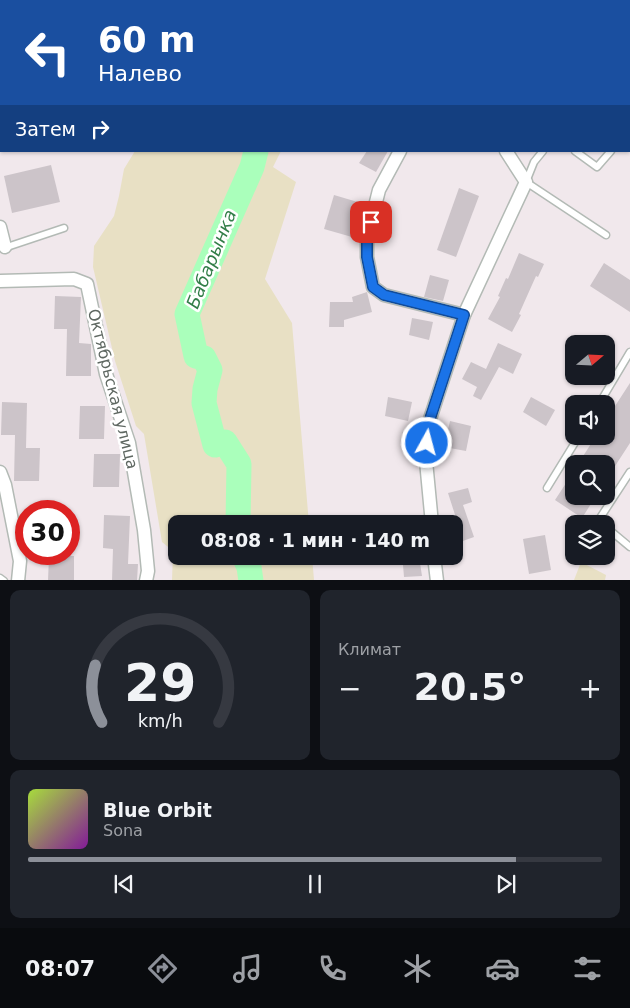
<!DOCTYPE html>
<html lang="ru">
<head>
<meta charset="utf-8">
<style>
	:root { --surface:#171b24; --page:#20242c; --text:#f1f3f6; --muted:#9ea1a6; --line:#363941; --accent:#8c9099 }
	body { margin:0; font-family:"DejaVu Sans",sans-serif; background:var(--page); color:var(--text); height:100vh; display:flex; flex-direction:column; font-size:19px; white-space:nowrap }
	* { box-sizing:border-box; margin:0 }
	p { font-size:16px; color:var(--muted) }
	.icon { flex:none; width:28px; height:28px; fill:none; stroke:currentColor; stroke-width:2; stroke-linecap:round; stroke-linejoin:round }
	.map { position:relative; height:580px; overflow:hidden }
	.drawer { display:flex; flex-direction:column; gap:10px; padding:10px; background:#0d0f14; flex:1 }
	.drawer>* { flex:none }
	.guide { position:absolute; left:0px; top:0px; width:630px; height:152px; box-shadow:0 1px 4px #0004; background:#1a4fa0; color:#fff; overflow:hidden }
	.needle { width:32px; rotate:71deg }
	.tools { position:absolute; left:565px; top:335px; display:grid; gap:10px }
	.tools a { display:grid; place-items:center; width:50px; height:50px; border-radius:10px; background:var(--surface); box-shadow:0 1px 4px #0004; font-size:25px }
	.speed { position:absolute; left:15px; top:500px; display:flex; gap:10px; font-size:25px; font-weight:700; text-align:center }
	.speed>* { display:grid; place-content:center; width:65px; height:65px; border-radius:50%; background:var(--surface); box-shadow:0 1px 4px #0004; line-height:1 }
	.speed .limit { border:8px solid #d22; background:#fff; color:#111 }
	.pin { position:absolute; display:grid; place-items:center; width:42px; height:42px; color:#fff; margin:-21px; border-radius:10px; box-shadow:0 2px 8px #0006 }
	.me { position:absolute; width:55px; margin:-28px; rotate:7deg; stroke-linejoin:round; filter:drop-shadow(0 0 4px #0008) }
	.turn { display:flex; align-items:center; gap:18px; height:105px; padding:0 15px; font-size:22px }
	.turn .icon { width:65px; height:65px; stroke-width:2.5 }
	.turn b { display:block; font-size:35px; line-height:42px }
	.then { display:flex; align-items:center; height:48px; padding:0 15px; background:#0003; gap:10px; font-size:19px }
	.big { font-size:38px; font-weight:600; line-height:1.1 }
	.drawer .card { flex:1; display:flex; flex-direction:column; justify-content:center; gap:8px; min-width:0; padding:0 18px; border-radius:10px; background:var(--page) }
	.drawer .dial { align-items:center; gap:0 }
	.dial svg { height:130px; overflow:visible; fill:none; stroke:var(--line); stroke-width:7; stroke-linecap:round; text-anchor:middle }
	.dial text { fill:var(--text); stroke:none }
	.song { display:flex; align-items:center; gap:15px }
	.cover { width:60px; height:60px; border-radius:8px; background:linear-gradient(135deg,hsl(80 70% 55%),hsl(290 70% 35%)) }
	.played { height:5px; border-radius:2px; background:linear-gradient(90deg,var(--accent) 85%,var(--line) 85%) }
	.keys { display:flex; justify-content:space-around; direction:ltr }
	.heat { display:flex; justify-content:space-between; align-items:center; font-size:28px; direction:ltr }
	.drawer .tiles { flex:1; display:grid; gap:10px; grid-template-columns:1fr 1fr }
	.card:last-child { grid-column:span 2 }
	.trip { position:absolute; left:168px; top:515px; width:295px; height:50px; border-radius:10px; background:var(--surface); box-shadow:0 1px 4px #0004; font-weight:600; line-height:50px; text-align:center }
	.tab-bar { display:flex; height:80px; justify-content:space-around; align-items:center; background:#090b0e; color:var(--muted) }
	.tab-bar .icon { width:35px; height:35px }
	.tab-bar .active { color:var(--accent) }
	.tab-bar b { font-size:22px; color:var(--text) }
	.map>svg:first-child { display:block }
	.green { fill:#e8e0c4 }
	.lines { fill:none; stroke-linecap:round; stroke-linejoin:round }
	.river { stroke:#afb; stroke-width:25 }
	.building { fill:#ccc4c9 }
	.lane-casing { stroke:#b3bab5; stroke-width:9 }
	.street-casing { stroke:#b3bab5; stroke-width:15 }
	.lane { stroke:#fff; stroke-width:6 }
	.street { stroke:#fff; stroke-width:12 }
	.route-casing { stroke:#114b97; stroke-width:12 }
	.route { stroke:#1a73e8; stroke-width:9 }
	.labels { text-anchor:middle; dominant-baseline:central; stroke-width:5; stroke-linejoin:round; paint-order:stroke }
	.street-label { font-size:16px; fill:#5f6862; stroke:#fff }
	.water-label { font-size:18px; font-style:italic; fill:#327e48; stroke:#fff }
</style>
</head>
<body>
<div class="map">
<svg width="630" height="581" viewBox="0 0 630 581">
	<rect width="100%" height="100%" fill="#f1e8ec"/>
	<g class="green">
		<path d="M135,151h146l-8,16 23,15 -31,97 27,44 17,201h-133v32h136l2,24h-142l1,-29 -11,-9 -18,-108 -8,-8 -21,-65 -22,-94 1,-21 20,-30 5,-20 5,-27z"/>
		<path d="M581,562l25,13 -1,5h-31z"/>
	</g>
	<g class="lines">
		<g class="river">
			<path d="M298,1v-1"/>
			<path d="M238,524l1,-60 -14,-22 -10,3 -11,-42 1,-14 5,-19 -6,-12 -8,-2 -9,-42 65,-147 4,-16"/>
			<path d="M244,556l5,11 2,14"/>
		</g>
	</g>
	<g class="building">
		<path d="M367,151h21l-12,21 -17,-9z"/>
		<path d="M51,165l9,37 -48,11 -8,-37z"/>
		<path d="M459,188l20,8 -23,61 -19,-7z"/>
		<path d="M334,195l27,8 -9,34 -28,-8z"/>
		<path d="M519,253l25,11 -6,13 -2,-1 -17,38 2,1 -9,17 -24,-13 12,-22 -2,-1 8,-18 2,1z"/>
		<path d="M604,263l26,17v32l-40,-26z"/>
		<path d="M430,275l19,5 -6,21 -19,-4z"/>
		<path d="M367,292l5,20 -28,8v7h-15l1,-25h23l-1,-5z"/>
		<path d="M55,296l26,1 -2,46 12,1v32h-25l1,-47h-13z"/>
		<path d="M412,318l21,4 -4,18 -20,-5z"/>
		<path d="M498,343l24,11 -9,20 -14,-7 -18,33 -8,-4 4,-9 -15,-8 9,-17 15,7z"/>
		<path d="M630,383v60l-24,37v-16h-28l18,-28h10v-16z"/>
		<path d="M388,397l24,5 -4,19 -23,-5z"/>
		<path d="M531,397l24,13 -9,16 -23,-14z"/>
		<path d="M2,402l25,1 -1,45h14l-1,33h-25l1,-46h-14z"/>
		<path d="M80,406h25l-1,33h-25z"/>
		<path d="M450,421l21,5 -5,25 -22,-4z"/>
		<path d="M94,454h26l-1,33h-26z"/>
		<path d="M574,471v25h22l-14,22 -27,-18z"/>
		<path d="M468,488l4,14 -9,3 11,32 -14,5 -7,-19 4,-2 -9,-28z"/>
		<path d="M104,515l26,1 -2,48h10l-1,17h-25l1,-32 -10,-1z"/>
		<path d="M545,535l6,35 -22,4 -6,-35z"/>
		<path d="M49,556h25v25h-26z"/>
		<path d="M420,563l2,13 -18,1 -1,-12z"/>
	</g>
	<g class="lines">
		<defs>
			<g id="lane">
				<path d="M420,0v1"/>
				<path d="M454,1v-1"/>
				<path d="M534,1v-1"/>
				<path d="M0,44l1,-1"/>
				<path d="M629,55l1,-1"/>
				<path d="M629,131l1,-1"/>
				<path d="M0,140h1"/>
				<path d="M543,151l-9,11 -8,20 80,53"/>
				<path d="M575,151l22,16 14,-16"/>
				<path d="M4,248l60,-20"/>
				<path d="M599,404l31,-52"/>
				<path d="M547,488l32,-52"/>
				<path d="M602,524l-2,-6 30,-46"/>
				<path d="M606,527l24,20"/>
				<path d="M0,578l4,3"/>
			</g>
			<g id="street">
				<path d="M400,151l-21,39 -12,48v19l6,30 11,8 80,20"/>
				<path d="M0,227l5,20"/>
				<path d="M0,281l74,-2 13,5 19,90 23,69 15,87 4,41 -2,10"/>
				<path d="M0,472l5,13 15,76 -2,20"/>
				<path d="M432,524l-6,-63 2,-36 36,-110 62,-133 -20,-31"/>
				<path d="M434,556l3,25"/>
			</g>
		</defs>
		<use href="#lane" class="lane-casing"/>
		<use href="#street" class="street-casing"/>
		<use href="#lane" class="lane"/>
		<use href="#street" class="street"/>
	</g>
	<g class="lines">
		<defs>
			<path id="route" d="M371,222l-4,16v19l6,30 11,8 80,20 -36,110 -1,18"/>
		</defs>
		<use href="#route" class="route-casing"/>
		<use href="#route" class="route"/>
	</g>
	<g class="labels">
		<g class="street-label">
			<text transform="translate(113 389) rotate(76)">Октябрьская улица</text>
		</g>
		<g class="water-label">
			<text transform="translate(211 259) rotate(-68)">Бабарынка</text>
		</g>
	</g>
</svg>
<div class="tools">
<a><svg class="needle" viewBox="-14 -14 28 28"><path d="M0-13l5 13h-10z" fill="#e53935"/><path d="M0 13l5-13h-10z" fill="#9ea1a6"/></svg></a>
<a><svg class="icon" aria-label="sound" viewBox="0 0 24 24"><path d="M4 9h4l5-4v14l-5-4H4zM17 9q2 3 0 6"/></svg></a>
<a><svg class="icon" aria-label="search" viewBox="0 0 24 24"><circle cx="10" cy="10" r="6"/><path d="M15 15l6 6"/></svg></a>
<a><svg class="icon" aria-label="layers" viewBox="0 0 24 24"><path d="M12 4l9 5-9 5-9-5zM3 14l9 5 9-5"/></svg></a>
</div>
<div class="speed"><div class="limit">30</div></div>
<div class="pin" style="left:371px;top:222px;background:#d93025"><svg class="icon" aria-label="arrive" viewBox="0 0 24 24"><path d="M6 21V4h12l-3 4 3 4H6"/></svg></div>
<svg class="me" style="left:427px;top:443px" viewBox="-20 -20 40 40"><circle r="17" fill="#1a73e8" stroke="#fff" stroke-width="3"/><path d="M0-11L8 9 0 5-8 9z" fill="#fff"/></svg>
<div class="trip">08:08 · 1 мин · 140 m</div>
<div class="guide">
<div class="turn"><svg class="icon" aria-label="left" viewBox="0 0 24 24"><path d="M17 20v-9H6M10 6l-5 5 5 5"/></svg><div><b>60 m</b>Налево</div></div>
<div class="then">Затем<svg class="icon" aria-label="right" viewBox="0 0 24 24"><path d="M7 20v-9h11M14 6l5 5-5 5"/></svg></div>
</div>
</div>
<section class="drawer">
<div class="tiles">
<div class="card dial"><svg viewBox="0 0 100 80">
<path d="M14 69A42 42 0 1 1 86 69"/>
<path d="M14 69A42 42 0 0 1 10 34" stroke="#8c9099"/>
<text x="50" y="56" font-size="32" font-weight="700">29</text>
<text x="50" y="72" font-size="11">km/h</text>
</svg></div>
<div class="card"><p>Климат</p>
<div class="heat"><a>−</a><b class="big">20.5°</b><a>+</a></div>
</div>
<div class="card">
<div class="song"><i class="cover"></i><div><b>Blue Orbit</b><p>Sona</p></div></div>
<div class="played"></div>
<div class="keys"><svg class="icon" aria-label="previous" viewBox="0 0 24 24"><path d="M18 5L8 12l10 7zM5 5v14"/></svg><svg class="icon" aria-label="pause" viewBox="0 0 24 24"><path d="M8 5v14M16 5v14"/></svg><svg class="icon" aria-label="next" viewBox="0 0 24 24"><path d="M6 5l10 7-10 7zM19 5v14"/></svg></div>
</div>
</div>
</section>
<nav class="tab-bar">
<b>08:07</b>
<svg class="icon active" aria-label="directions" viewBox="0 0 24 24"><path d="M12 3l9 9-9 9-9-9zM9 14v-3h6M13 9l2 2-2 2"/></svg>
<svg class="icon" aria-label="music" viewBox="0 0 24 24"><path d="M9 18V5l10-2v13"/><circle cx="6" cy="18" r="3"/><circle cx="16" cy="16" r="3"/></svg>
<svg class="icon" aria-label="phone" viewBox="0 0 24 24"><path d="M5 4h4l2 5-3 2q2 4 5 5l2-3 5 2v4C11 20 4 13 5 4z"/></svg>
<svg class="icon" aria-label="climate" viewBox="0 0 24 24"><path d="M12 3v18M4 7l16 10M4 17L20 7"/></svg>
<svg class="icon" aria-label="car" viewBox="0 0 24 24"><path d="M5 17H2v-5l4-1 3-4h7l3 4 3 1v5h-3M9 17h6M6 11h13"/><circle cx="7" cy="17" r="2"/><circle cx="17" cy="17" r="2"/></svg>
<svg class="icon" aria-label="filters" viewBox="0 0 24 24"><path d="M4 7h16M4 17h16"/><circle cx="9" cy="7" r="2"/><circle cx="15" cy="17" r="2"/></svg>
</nav>
</body>
</html>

------------------------------------------------------------

Using the records, report how many lines contain the word "linear", adding no other text.

▶ _WRITTEN SOLUTION_
2